He listens as Weiss's phone rings fourteen times. Strange. Usually, if Weiss doesn't pick up after four rings, it kicks over to his voice mail. He hangs up and tries again, but still no answer or opportunity to leave a message.

With the phone still in hand he decides that he can't go back to his apartment. When he left this morning, he felt that, as pathetic as it was, the apartment was distinctly his, the home of a wealthy but troubled loner, a divorcee with a thing for numbers.

But now it no longer feels that way; it feels like the living space of a stranger, and even the phrase “living space” is pushing it. When he's in his apartment, he feels more isolated than ever. But now, unlike most of the other times he's felt cut off from the rest of the world, he doesn't want to be. He doesn't want to be alone, or to lose himself in numbers. He wants to find himself in something else, anywhere else.

He stops and stares at the phone. At Miranda's numbers. And pushes call. What the hell.

“Thanks for returning my sixteen messages.” Miranda, half-asleep.

Havens grunts. “Twenty, actually. But who's counting?”

“You're an ass.”

“I am. But maybe my not calling you back the previous nineteen times was my way of showing I care, of sparing you.”

“What do you want, Drew?”

He looks west toward the apartments of Hell's Kitchen and then up to find a quarter moon hanging like an apostrophe over the Hudson. “Drew?”

“I told Salvado that I was gonna quit today. . . .”

“Quit? I'm . . . surprised, and happy for you. Proud, actually. But that place, it's all you know.”

“I should have left a long time ago.”

“I agree, but why now?”

“Besides the overwhelming, soul-crushing guilt?”

“Yeah.”

He pauses to frame his response. “The thing is, I found some . . . I've been finding some . . . inconsistencies.”

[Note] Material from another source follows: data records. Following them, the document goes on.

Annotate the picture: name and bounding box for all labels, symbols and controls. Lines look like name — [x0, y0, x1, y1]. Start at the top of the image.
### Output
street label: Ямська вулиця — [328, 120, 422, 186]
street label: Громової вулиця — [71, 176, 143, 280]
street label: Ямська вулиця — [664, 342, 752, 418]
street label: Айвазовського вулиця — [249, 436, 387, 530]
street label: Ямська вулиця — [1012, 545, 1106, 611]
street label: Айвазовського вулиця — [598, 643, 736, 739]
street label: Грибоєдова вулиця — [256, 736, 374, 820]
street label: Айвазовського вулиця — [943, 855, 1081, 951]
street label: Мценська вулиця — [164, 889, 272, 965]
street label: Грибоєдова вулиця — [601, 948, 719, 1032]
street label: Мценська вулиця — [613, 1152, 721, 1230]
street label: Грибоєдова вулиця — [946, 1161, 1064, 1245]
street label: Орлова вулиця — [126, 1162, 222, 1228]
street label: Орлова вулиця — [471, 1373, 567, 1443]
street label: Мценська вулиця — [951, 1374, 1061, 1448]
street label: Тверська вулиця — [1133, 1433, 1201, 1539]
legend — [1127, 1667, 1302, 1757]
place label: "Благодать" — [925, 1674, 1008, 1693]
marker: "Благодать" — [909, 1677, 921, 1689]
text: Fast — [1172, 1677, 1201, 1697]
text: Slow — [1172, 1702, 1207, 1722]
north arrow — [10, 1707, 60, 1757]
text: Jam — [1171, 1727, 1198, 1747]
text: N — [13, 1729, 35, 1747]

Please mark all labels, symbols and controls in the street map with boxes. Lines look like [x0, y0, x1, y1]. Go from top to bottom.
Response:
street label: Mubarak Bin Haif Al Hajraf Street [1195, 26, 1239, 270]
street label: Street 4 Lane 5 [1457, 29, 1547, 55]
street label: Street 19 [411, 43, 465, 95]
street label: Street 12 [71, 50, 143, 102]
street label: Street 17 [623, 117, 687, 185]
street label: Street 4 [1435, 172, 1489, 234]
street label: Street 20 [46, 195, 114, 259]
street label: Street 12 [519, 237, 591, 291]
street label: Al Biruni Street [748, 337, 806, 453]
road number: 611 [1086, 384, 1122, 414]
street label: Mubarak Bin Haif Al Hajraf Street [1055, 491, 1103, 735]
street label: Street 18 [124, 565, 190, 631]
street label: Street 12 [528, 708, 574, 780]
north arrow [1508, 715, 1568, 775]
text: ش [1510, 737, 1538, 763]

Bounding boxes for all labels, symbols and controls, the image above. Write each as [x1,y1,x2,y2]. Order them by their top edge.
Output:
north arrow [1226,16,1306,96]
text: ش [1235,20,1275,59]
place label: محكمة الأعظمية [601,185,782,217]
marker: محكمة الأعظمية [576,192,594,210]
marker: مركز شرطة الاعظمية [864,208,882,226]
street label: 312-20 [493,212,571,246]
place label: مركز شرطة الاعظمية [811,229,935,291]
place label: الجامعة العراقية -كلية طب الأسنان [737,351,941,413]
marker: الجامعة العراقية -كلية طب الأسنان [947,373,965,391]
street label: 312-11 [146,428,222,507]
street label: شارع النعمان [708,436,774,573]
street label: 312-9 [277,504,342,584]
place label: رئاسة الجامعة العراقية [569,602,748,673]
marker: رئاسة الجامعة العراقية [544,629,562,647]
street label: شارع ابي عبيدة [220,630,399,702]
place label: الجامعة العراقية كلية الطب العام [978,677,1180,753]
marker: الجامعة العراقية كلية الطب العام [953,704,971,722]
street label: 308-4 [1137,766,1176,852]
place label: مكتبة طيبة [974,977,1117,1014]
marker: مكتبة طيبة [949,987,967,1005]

“I never trusted that bastard.”

“More illogical than illegal.”

“Give it time.”

“At first it was just conflicting investment philosophies, but now, I don't know. Weiss, this kid I work with . . .”

“I know Danny.”

“I asked him to look into it and now he suspects all sorts of crazy things.”

“You never know. What was the megalomaniac's response?”

“Rick? First he said he'd get a team together to investigate, to get to the bottom of some of my findings. Then, as weeks passed, he told me to forget about it, that it wasn't something I should be concerned with. But I can't let things like that go. You know how I am with that stuff, Mir.”

She waits a few seconds before answering. “Yes. I do know. But is this why you're calling your ex-wife this late on a Monday?”

“You know it was never about the money. It was, you know, about figuring it out.”

“Bullshit. Money was always part of it, and in the end, what did you ever figure out?”

“The data. The logic.”

“Not every answer can be found in the data. You have a beautiful mind, and you've been wasting it serving the whims of a . . .”

“It was—”

“It was,” she interrupts, “what it was.”

He hears the click of another caller. He checks the number. Weiss.

“Let me guess,” she says. “It's work.”

“It's Weiss. He can wait.”

“Go ahead. Talk to him.”

“Mir, if someone would have told me how it was gonna end, I never would have put you through . . . I never would have put you through
me
.”

Even over the roar of the street he can hear her take a breath and slowly exhale. A year ago, just after their divorce and more than two years after their daughter died, Miranda met him at Magnolia's for a cup of coffee and a piece of cake. It was his idea. He wanted to show her that he'd changed. That the job wasn't everything. Five minutes into the meeting his phone rang. She had arranged for his assistant to call him, to test to see if he had indeed changed. He ignored the first two rings. By the third ring he was checking the LED screen to identify the caller. When he saw that it was coming from the office, he reflexively raised a finger, pausing their talk, and answered it. Miranda was on her way out the shop door before their order was ready.

“If I'd have known . . . ,” he says now.

“Really, Drew? Well, since you
have
known, how different has it been? How different have
you
been? Best I can tell, you still work day and night. You still live for the numbers. You still don't socialize, unless it's with Salvado and his money monsters.”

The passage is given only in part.